Richard Shelby (R-AL) said he hadn’t given a pay floor for Senate staffers any thought.

“We try to pay people well on work habits, ability, and everything that goes with it regardless, and we’ve never had any problem,” he said.

“I take responsibility for the compensation of my own staff and don’t need the House of Representatives telling me how to pay them,” Senator Mitt Romney (R-UT) noted.

Senator Roy Blunt (R-MO) dismissed the Pelosi letter as a non-issue.

“Basically you have 100 separate employers with a pay ceiling and a budget that they deal with,” he said. “I don’t have anybody that makes less than $45,000 in my office. Whether we need a pay floor or not has never come up as a topic until the House decided to do it.”

Senator Bernie Sanders (I-VT) echoed Blunt.

“No one in our office makes less than [$45,000],” the former two-time Democratic presidential candidate said. “I think that’s a good thing.”

“I would rather run my own operation” as opposed to a uniform pay floor, Senator Tim Kaine (D-VA) explained, adding that “we try really hard to treat people fairly and pay them well.”

“My focus generally has been on intern pay,” said Senator Brian Schatz (D-HI) when asked if he supports a minimum wage for staffers in the Senate. “That’s what I’ve been working on for the last three or four years, but [a pay floor] sounds good to me, too.”

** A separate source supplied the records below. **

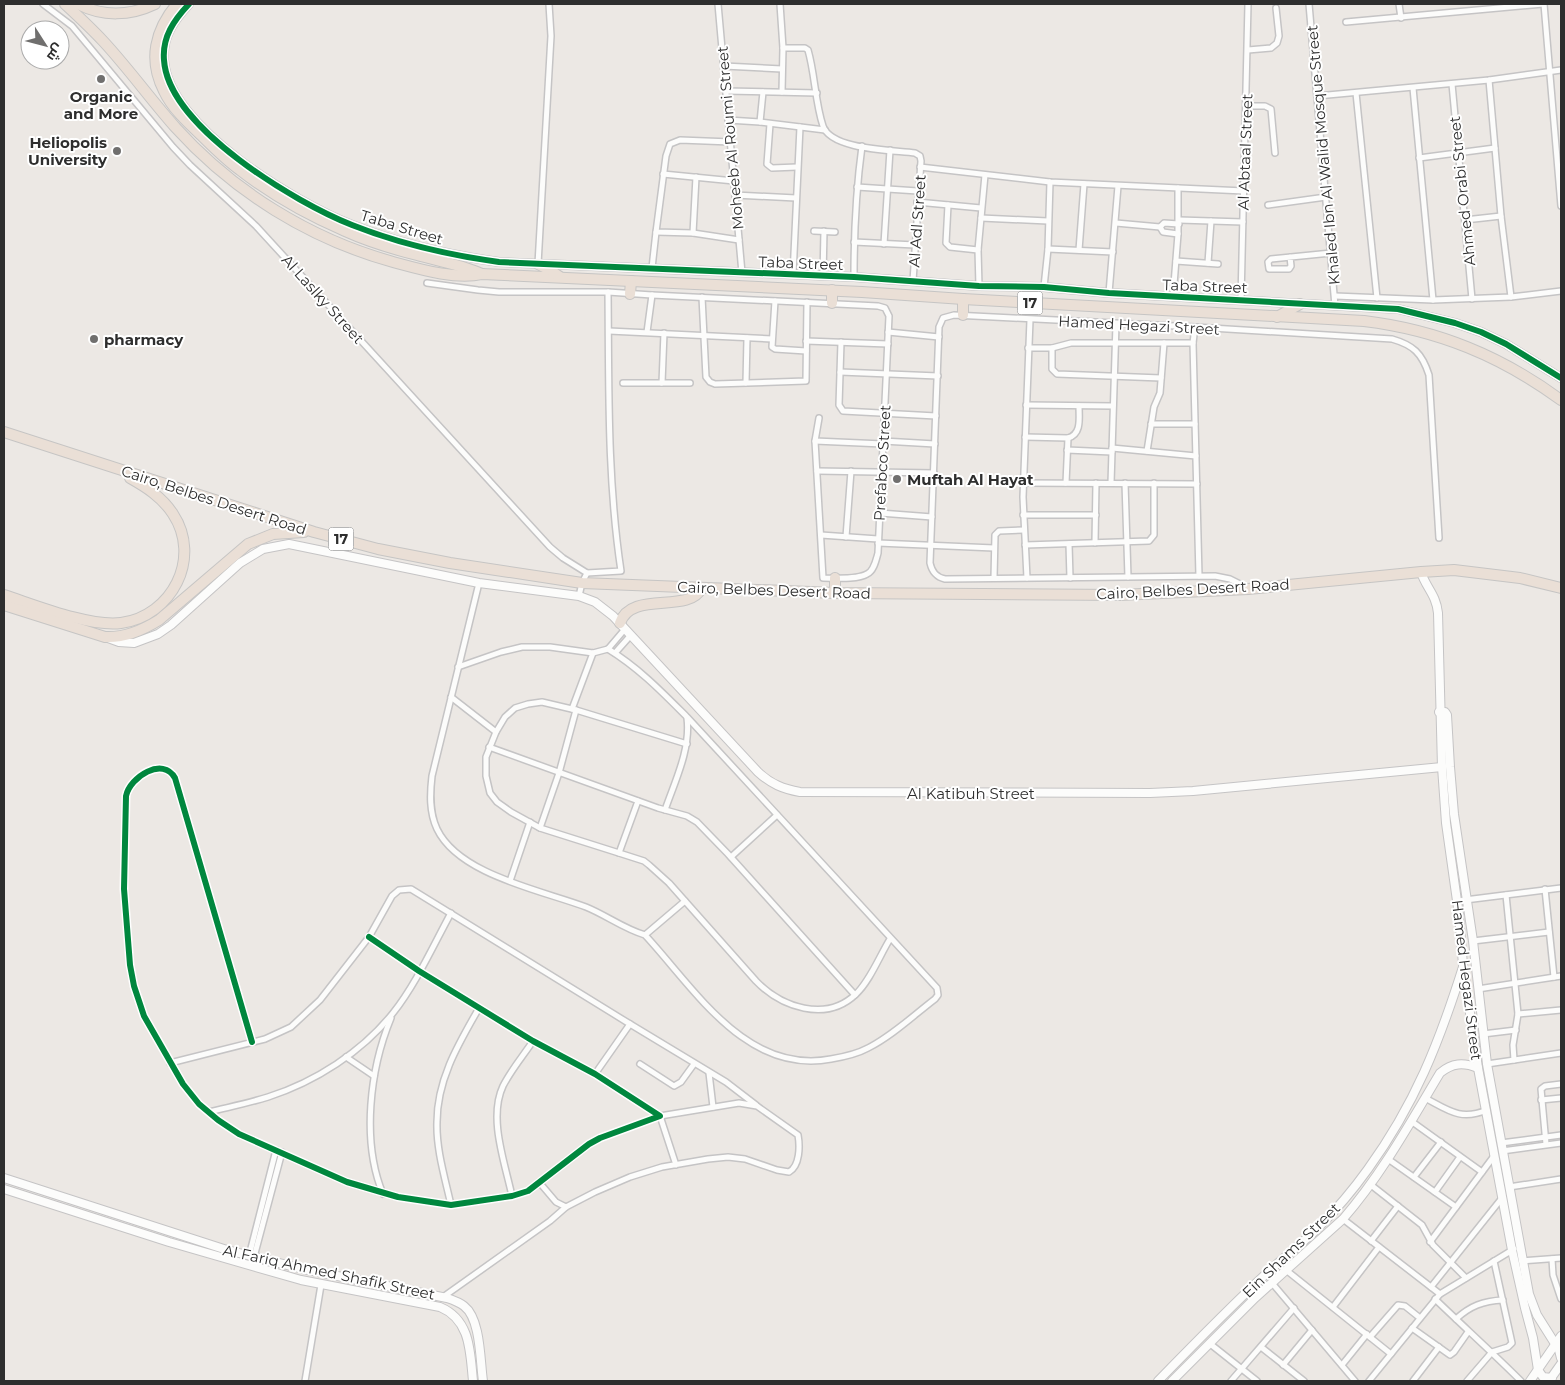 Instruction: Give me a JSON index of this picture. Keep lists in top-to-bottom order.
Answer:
{
  "streets": {
    "highway": ["17", "Cairo, Belbes Desert Road"],
    "street": [
      "Moheeb Al Roumi Street",
      "Al Abtaal Street",
      "Khaled Ibn Al Walid Mosque Street",
      "Ahmed Orabi Street",
      "Al Adl Street",
      "Taba Street",
      "Al Laslky Street",
      "Hamed Hegazi Street",
      "Prefabco Street",
      "Al Katibuh Street",
      "Ein Shams Street",
      "Al Fariq Ahmed Shafik Street"
    ]
  },
  "crossings": [
    ["Moheeb Al Roumi Street", "Taba Street"],
    ["Al Abtaal Street", "Taba Street"],
    ["Khaled Ibn Al Walid Mosque Street", "Taba Street"],
    ["Al Adl Street", "Taba Street"],
    ["Hamed Hegazi Street", "Cairo, Belbes Desert Road"],
    ["Hamed Hegazi Street", "Al Katibuh Street"],
    ["Hamed Hegazi Street", "Ein Shams Street"]
  ],
  "places": [
    "Organic and More",
    "Heliopolis University",
    "pharmacy",
    "Muftah Al Hayat"
  ],
  "north": "bottom right"
}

Senator Bob Menendez (D-NJ) was also supportive of a pay floor for staff but with one caveat.

“If they give us the money, I have no problem with that,” Menendez said, “As long as they give us the money.”

“I would most certainly look seriously at something if they decided they wanted to change their pay scales here for these young people because they could use all the help they could get on this,” Rounds added. “We can’t operate our offices without these young people.”